Recent acts of intimidation against media representatives specializing in corruption cases are undermining the efforts of President Volodymyr Zelensky's government to implement the increased transparency reforms expected by the European Union. The home of journalist Yurii Nikolov, known for his investigations into the Ukrainian Ministry of Defense, was visited by men dressed in military fatigues who insulted and threatened him on January 14. Two days later, the investigative media website Bihus.Info was targeted when a compromising video, intended to discredit its journalists, was circulated on an anonymous Telegram channel.
Ukrainian civil society immediately took up these cases, calling on the country's government to strongly condemn the attacks on the journalists. "We urge the law enforcement agencies to take into account the seriousness of the situation and quickly identify those involved in organizing these persecutions and attacks on journalists, and to hold them to account," said Mediarukh, an association of leading Ukrainian media.
On Wednesday, the SBU opened a criminal investigation into the wiretapping and hidden video recording of the Bihus.Info site, assuring that "the transparent and unhindered work of independent and professional media is an important condition for the development of Ukraine as a democratic state." That evening, at the end of a day devoted to the World Economic Forum in Davos, Zelensky stated that "any pressure on journalists [was] unacceptable."
This double affair, which triggered a major scandal in the country, began on Sunday when men dressed as soldiers showed up at Nikolov's home. The author of an investigation that caused an upheaval in the Ministry of Defense, was not at home when the men tried to break in. It was his elderly mother who called to tell him that they were trying to open the door while shouting his name. On his return, the journalist found papers inscribed with the words "provocateur" and "Kremlin's whore."

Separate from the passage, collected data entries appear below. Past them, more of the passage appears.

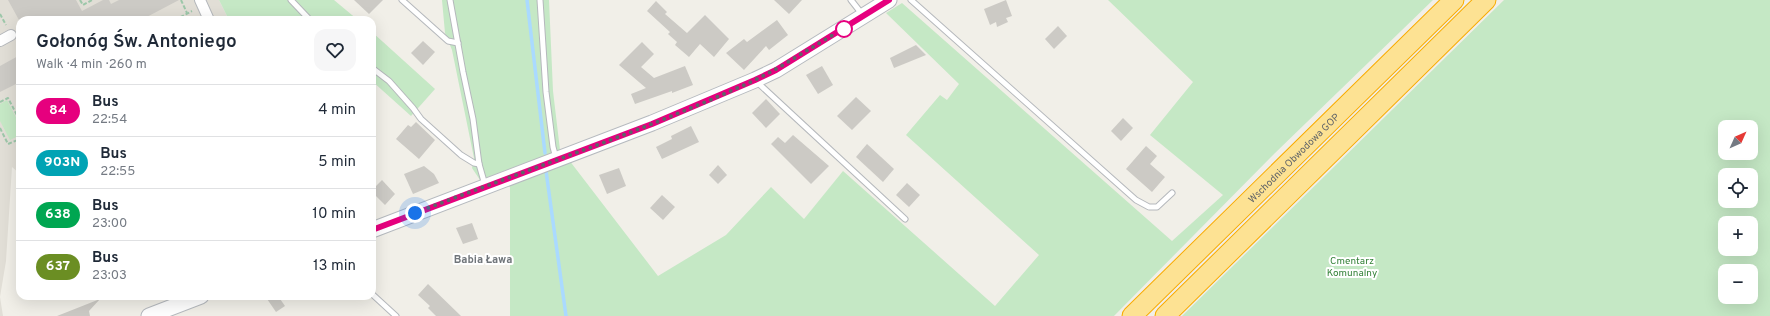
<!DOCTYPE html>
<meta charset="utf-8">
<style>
:root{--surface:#fff;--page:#f6f6f7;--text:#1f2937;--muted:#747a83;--line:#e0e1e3}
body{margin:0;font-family:Overpass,sans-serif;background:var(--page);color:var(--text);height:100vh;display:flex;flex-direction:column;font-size:15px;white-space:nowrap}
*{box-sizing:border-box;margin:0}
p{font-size:13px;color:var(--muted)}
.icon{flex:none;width:22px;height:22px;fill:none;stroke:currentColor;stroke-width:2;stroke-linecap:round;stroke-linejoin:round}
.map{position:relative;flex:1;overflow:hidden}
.sheet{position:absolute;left:16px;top:16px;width:360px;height:284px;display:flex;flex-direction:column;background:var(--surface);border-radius:12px;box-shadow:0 4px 16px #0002}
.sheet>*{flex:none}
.badge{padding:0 8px;border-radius:13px;font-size:14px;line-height:26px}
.needle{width:26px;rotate:45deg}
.controls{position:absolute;left:1718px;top:120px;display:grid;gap:8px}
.controls a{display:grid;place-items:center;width:40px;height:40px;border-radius:8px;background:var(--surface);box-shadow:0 4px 16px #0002;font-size:20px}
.you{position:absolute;width:20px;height:20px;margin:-10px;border:3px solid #fff;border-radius:50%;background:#1a73e8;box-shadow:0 0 0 6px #1a73e833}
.map>.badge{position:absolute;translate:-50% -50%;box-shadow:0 0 0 2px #fff}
.round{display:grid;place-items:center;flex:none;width:42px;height:42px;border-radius:12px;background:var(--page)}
.summary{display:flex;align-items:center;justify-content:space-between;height:68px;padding:0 20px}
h1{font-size:19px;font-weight:600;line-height:30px}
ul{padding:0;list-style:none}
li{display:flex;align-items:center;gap:12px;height:52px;padding:0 20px;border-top:1px solid var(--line)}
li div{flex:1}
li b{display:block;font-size:15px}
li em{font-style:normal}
li .badge{min-width:44px;font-weight:700;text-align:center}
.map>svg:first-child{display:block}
</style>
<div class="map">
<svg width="1770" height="316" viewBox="0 0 1770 316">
<rect width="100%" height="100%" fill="#f1efe8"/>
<!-- education -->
<path fill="#e1ded6" d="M0,0H219L229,20H20V174L12,167L6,261L0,297L3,316H0Z"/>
<!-- green -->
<g fill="#c5e8c5" fill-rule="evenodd">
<path d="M219,0H334L358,20H265L262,17V20H229Z"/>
<path d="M442,0H549L553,91L560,150L480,180L472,168L474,158L452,50L445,33Z"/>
<path d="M1108,0H1433L1275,153L1114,316H510V186L569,160L658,276L726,235L771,187L804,219L843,171L995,306L1039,255L906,135L940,95L947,100L959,84L886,13L902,3L1172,241L1223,195L1150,135L1193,82Z"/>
<path d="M1504,0H1770V316H1182ZM1725,127H1751V153H1725ZM1725,175H1751V201H1725ZM1725,223H1751V249H1725ZM1725,271H1751V297H1725Z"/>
<path d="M372,32L435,89L411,116L372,81Z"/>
<path d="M7,100L20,125V135L10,140L0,121V104Z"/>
</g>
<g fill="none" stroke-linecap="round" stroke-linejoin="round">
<!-- stream -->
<g stroke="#aadaff" stroke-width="3.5">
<path d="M527,0L545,153"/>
<path d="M546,171L566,316"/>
</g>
</g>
<!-- building -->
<g fill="#cccac5">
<path d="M8,0H76L82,11L103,0H109L111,4L119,0H179L141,20H19Z"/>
<path d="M354,0H383L369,14Z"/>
<path d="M774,0H802L789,14Z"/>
<path d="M1006,0L1012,16L1006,18L1008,22L997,27L996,22L990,25L984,9Z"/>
<path d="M656,1L667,12L665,14L687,33L705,15L729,39L714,57L700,44L689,57L675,45L677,42L668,34L670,32L647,11Z"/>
<path d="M777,20L788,35L769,50L766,46L744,70L726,53L744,39L747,42Z"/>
<path d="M1058,26L1067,36L1054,49L1045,39Z"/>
<path d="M423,41L435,52L423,65L411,53Z"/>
<path d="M642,42L654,54L641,67L654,78L685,66L693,85L672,93V91L635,104L631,94L646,88L619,65Z"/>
<path d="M916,45L926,55L894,68L890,58Z"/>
<path d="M20,55V82L0,92V66Z"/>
<path d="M822,66L833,85L818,94L806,75Z"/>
<path d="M856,97L871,111L852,130L837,116Z"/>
<path d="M766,99L780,114L766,128L752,113Z"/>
<path d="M1123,118L1133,128L1121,141L1111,131Z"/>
<path d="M416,122L435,140L419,159L396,139L408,125L411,127Z"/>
<path d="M691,126L699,142L662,159L656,147L672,139L671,136Z"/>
<path d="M793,135L829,166L811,184L771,144L778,137L785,143Z"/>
<path d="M867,144L894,169L883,182L856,157Z"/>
<path d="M1146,146L1157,156L1150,164L1165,177L1152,192L1126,169Z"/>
<path d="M718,165L727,175L718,184L709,175Z"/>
<path d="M424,166L434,174L439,183L413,194L404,174Z"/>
<path d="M619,168L626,186L607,194L599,175Z"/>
<path d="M382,180L395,194L385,205L374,194L376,193L372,190Z"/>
<path d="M907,183L920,195L909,207L896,195Z"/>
<path d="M662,195L675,207L663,220L650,208Z"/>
<path d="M472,223L478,239L463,244L456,228Z"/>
<path d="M428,284L461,316H436L428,308L430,306L418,295Z"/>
<path d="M265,296H278L285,306L276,312Z"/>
<path d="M100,299L89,311L90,316H57Z"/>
</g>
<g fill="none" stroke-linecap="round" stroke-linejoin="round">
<!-- lane casing -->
<g stroke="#b5b8bc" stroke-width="7">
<g id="lane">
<path d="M291,0L310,20"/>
<path d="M402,0L448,41L458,43"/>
<path d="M450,0L463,72L473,119L479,164L485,185"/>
<path d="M540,0L546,92L553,147L556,158"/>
<path d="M851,0L862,14"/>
<path d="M911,0L1136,200L1149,207H1157L1172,193"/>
<path d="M372,68L389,81L413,108L421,119L461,155L474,163L479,164"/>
<path d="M757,82L905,219"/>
<path d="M372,294L396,316"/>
</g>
</g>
<!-- street casing -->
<g stroke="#b5b8bc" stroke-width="12">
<g id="street">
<path d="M200,0L209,20"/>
<path d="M0,41L11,35"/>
</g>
</g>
<!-- secondary casing -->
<g stroke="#b6babf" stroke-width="17">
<g id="secondary">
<path d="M372,230L652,123L755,80L776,70L889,0"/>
<path d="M149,316L201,296"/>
</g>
</g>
<!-- highway casing -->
<g stroke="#f9ab00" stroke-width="21">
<g id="highway">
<path id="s1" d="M1132,316L1454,0"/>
<path d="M1165,316L1486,0"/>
</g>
</g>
<!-- path -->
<g stroke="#9cc7a9" stroke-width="2" stroke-dasharray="4 2" stroke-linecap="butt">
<path d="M80,0L83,5L92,0"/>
<path d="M181,0L187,13"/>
<path d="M0,14L6,25"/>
<path d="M175,20L192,11"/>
<path d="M0,102L8,98L20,121"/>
<path d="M0,128L8,144L20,139"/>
<path d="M17,140L20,145"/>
</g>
<!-- lane -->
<use href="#lane" stroke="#fff" stroke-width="5"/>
<!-- street -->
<use href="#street" stroke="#fff" stroke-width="10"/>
<!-- secondary -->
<use href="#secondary" stroke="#fff" stroke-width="15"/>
<!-- highway -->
<use href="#highway" stroke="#fde293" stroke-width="19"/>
</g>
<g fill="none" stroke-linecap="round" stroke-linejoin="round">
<!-- line casing -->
<g stroke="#fff" stroke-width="9">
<path id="line" d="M372,230L652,124L755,80L776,70L889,0"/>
</g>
<!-- line -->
<use href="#line" stroke="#e6007e" stroke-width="6"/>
<!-- walk -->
<path stroke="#5f6368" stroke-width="4" stroke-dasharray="0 7.2" d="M415,213C528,169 645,131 755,80C786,65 814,45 844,29"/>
</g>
<!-- markers -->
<circle fill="#fff" stroke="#e6007e" stroke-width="2" cx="844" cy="29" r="8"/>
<g text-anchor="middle" stroke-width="4" stroke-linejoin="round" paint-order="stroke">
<!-- street labels -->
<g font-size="10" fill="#5f6368" stroke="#fff">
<text dy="4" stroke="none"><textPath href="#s1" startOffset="226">Wschodnia Obwodowa GOP</textPath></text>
</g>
<!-- park labels -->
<g font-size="10" fill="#348238" stroke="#fff">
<text x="1352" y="264">Cmentarz<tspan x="1352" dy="12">Komunalny</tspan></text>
</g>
<!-- neighbourhood labels -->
<g font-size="11" font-weight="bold" fill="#70757a" stroke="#fff">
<text x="483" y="263">Babia Ława</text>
</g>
</g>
</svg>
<div class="controls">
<a><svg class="needle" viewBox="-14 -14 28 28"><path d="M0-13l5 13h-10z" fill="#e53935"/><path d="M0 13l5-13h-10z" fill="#747a83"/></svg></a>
<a><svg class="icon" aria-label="locate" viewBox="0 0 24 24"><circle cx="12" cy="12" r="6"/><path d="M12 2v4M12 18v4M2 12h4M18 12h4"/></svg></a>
<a>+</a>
<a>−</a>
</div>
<div class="you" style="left:415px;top:213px"></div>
<section class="sheet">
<div class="summary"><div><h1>Gołonóg Św. Antoniego</h1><p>Walk · 4 min · 260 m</p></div><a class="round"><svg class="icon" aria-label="heart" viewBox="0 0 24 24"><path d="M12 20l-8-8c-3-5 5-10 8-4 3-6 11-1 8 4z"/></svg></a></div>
<ul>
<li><span class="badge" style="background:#e6007e;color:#fff">84</span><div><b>Bus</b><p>22:54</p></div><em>4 min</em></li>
<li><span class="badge" style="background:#00a3b4;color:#fff">903N</span><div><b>Bus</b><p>22:55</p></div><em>5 min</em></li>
<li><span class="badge" style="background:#00a651;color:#fff">638</span><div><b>Bus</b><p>23:00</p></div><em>10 min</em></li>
<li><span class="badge" style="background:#6b8e23;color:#fff">637</span><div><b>Bus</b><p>23:03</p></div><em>13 min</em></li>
</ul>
</section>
</div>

Two days later, a video posted on an anonymous Telegram channel showed employees of Bihus.Info taking drugs in a hotel complex on the outskirts of Kyiv on New Year's Eve. Snippets of telephone conversations were also broadcast. According to the editor-in-chief of the website specializing in corruption, this is proof that the company's employees had been bugged for at least a year. "This is systematic, long-term surveillance and harassment aimed at discrediting the team's work," said Maksym Opanasenko in an interview with the media nv.ua.